The NFL said Brady, who is arguably the NFL's biggest star, damaged the league's integrity.
Yet there was also a "vital" message that the NFL was sending through this penalty, King said.
"Thirty-one other owners were watching this. I think a lot of owners in the NFL have felt for a long time that the Patriots enjoy most favored nation status in the league, and this was an attempt not only to try to - on the NFL's behalf - try to get it right in terms of fair play, but try to say we play no favorites," King said.
Sportscaster Jim Gray of Showtime (a division of CBS,) Fox and Westwood One Radio said Brady and the Patriots will now "go to war."
"They will not let this continue in this fashion, they will appeal this, they will come out guns a blazing, and I believe they will have a ferocious fight," Gray said. "I think this is the 7th round of a 21 round fight. It's just the beginning."
The question is now whether Patriots owner Bob Kraft will try to appeal the punishment.
In a statement, Patriots owner Kraft said Monday: "Tom Brady has our unconditional support. Our belief in him has not wavered."
"I think when Bob Kraft went to bed last night, he went to bed a guy who was carefully weighing his options," King said. "I don't think he's made any decision right now about whether he'll appeal. My bet is that he will go rogue on this, and my bet is that he will try to appeal this penalty in the court of law. There's no way that he can appeal this as an owner because owners have to just take the sanctions the league sends them. He'd have to go outside the league."
Gray said the NFL "could have done away with this within 36 to 48 hours."
"Instead the commissioner went down this path where he hired a special investigator, and you know they're bringing on their own trouble once again to themselves," Gray said. "It's going to cause a tremendous, tremendous, fraction amongst ownership and Mr. Kraft and the NFL office will now be bogged down in the appeal of a superstar like Tom Brady."
On Monday, the NFL said the two Patriots employees, John Jastremski and James McNally, accused of deflating the footballs at the AFC championship game in January likely would not have acted without Brady's knowledge, reports CBS News correspondent Don Dahler. The league also faulted Brady for failing to cooperate with Wells, who investigated the incident.
In a letter to Brady, NFL executive vice president Troy Vincent wrote: "Your actions... clearly constitute conduct detrimental to the integrity of and public confidence in the game of professional football."
CBSSports.com NFL insider Jason La Canfora says the four-game suspension indicates the league's belief Brady deserves some of the blame for "Deflategate."

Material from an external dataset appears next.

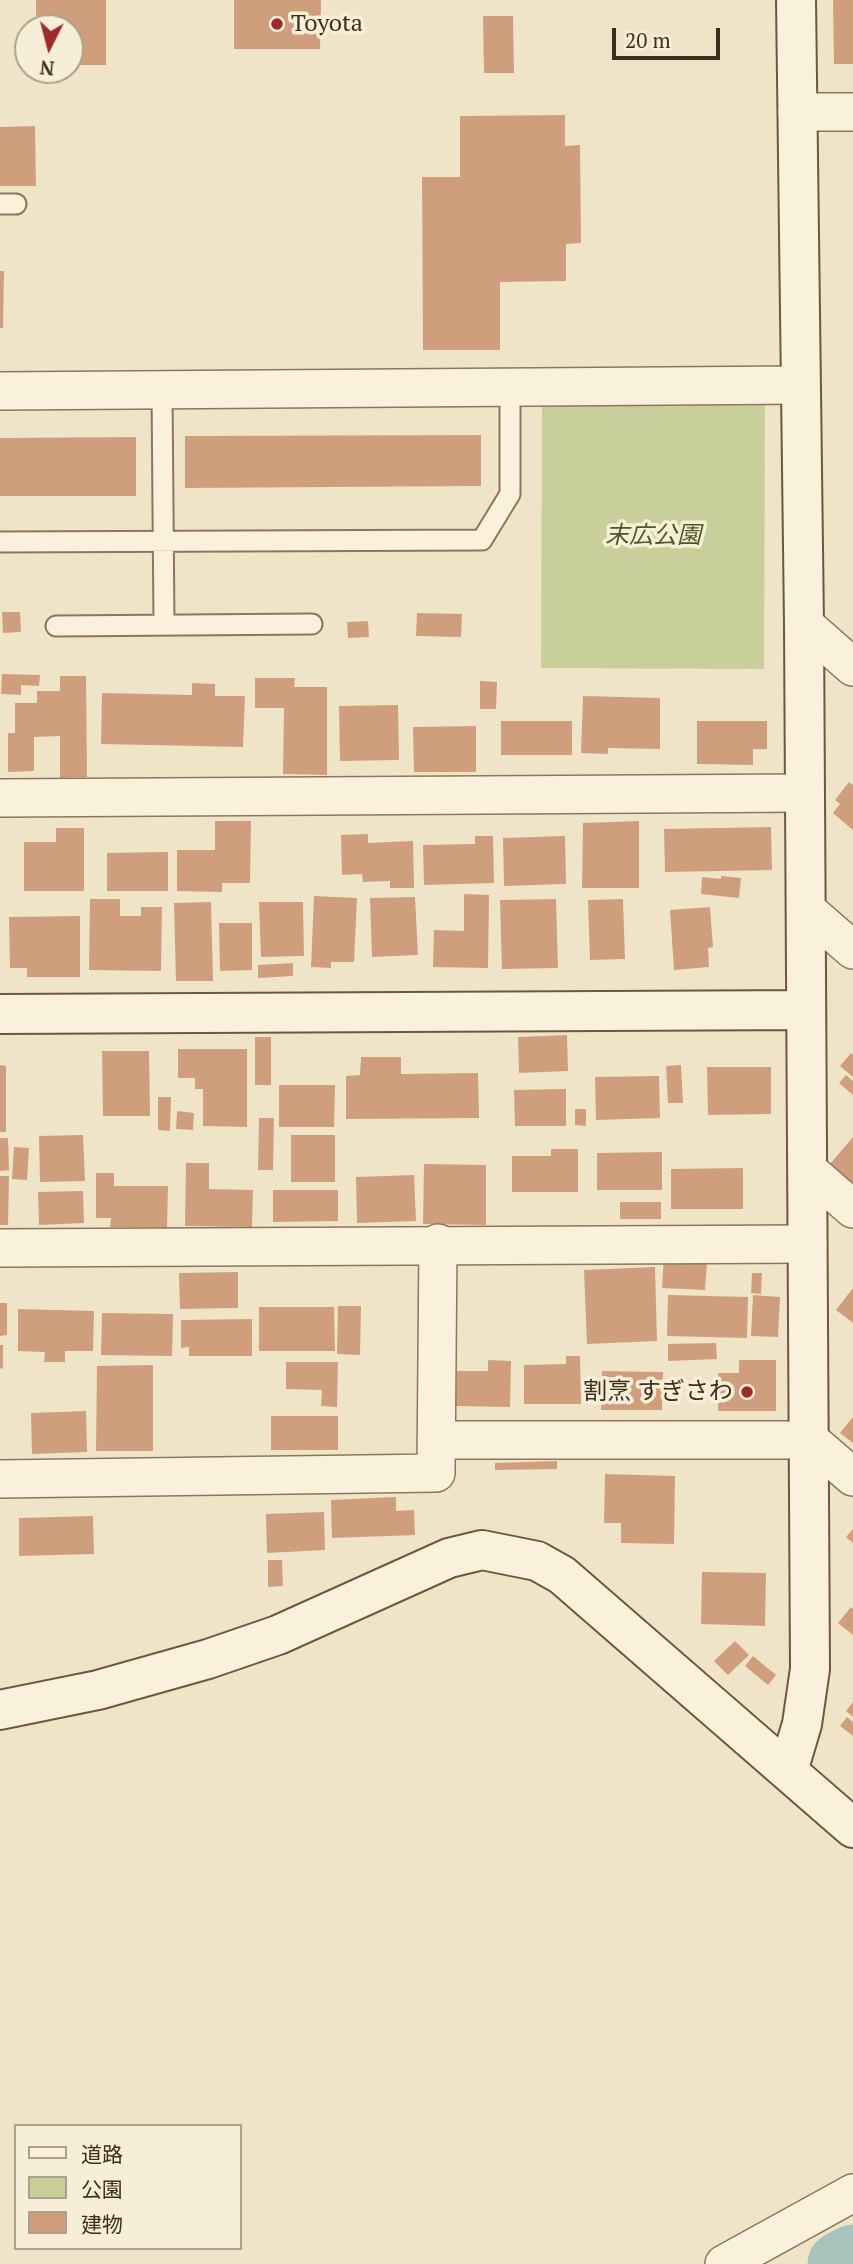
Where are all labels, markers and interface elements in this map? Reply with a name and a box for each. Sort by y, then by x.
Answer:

"At the very least, he didn't stop it. And they're taking this as a pretty serious affront to the game -- suspending someone for a quarter of a season," La Canfora said.
Brady's agent, Don Yee, called the discipline "ridiculous."
"We will appeal, and if the hearing officer is completely independent and neutral, I am very confident the Wells Report will be exposed as an incredibly frail exercise in fact-finding and logic," Yee said in a statement.
Brady vigorously denied any wrongdoing in January and addressed the controversy again last week.
"Certainly I accept my role and responsibility as a public figure," he said last Thursday.
Some of Brady's current and former teammates criticized the punishment on Twitter, but Giants quarterback Eli Manning, who called Brady his friend, was conflicted.
"I think it is about integrity and you have to follow the rules. And so if someone's breaking rules I understand they're going to get punished for it," Manning said.
The two Patriots staffers, Jastremski and McNally, were suspended by the team without pay indefinitely. The NFL said they will not be allowed back without the league's approval.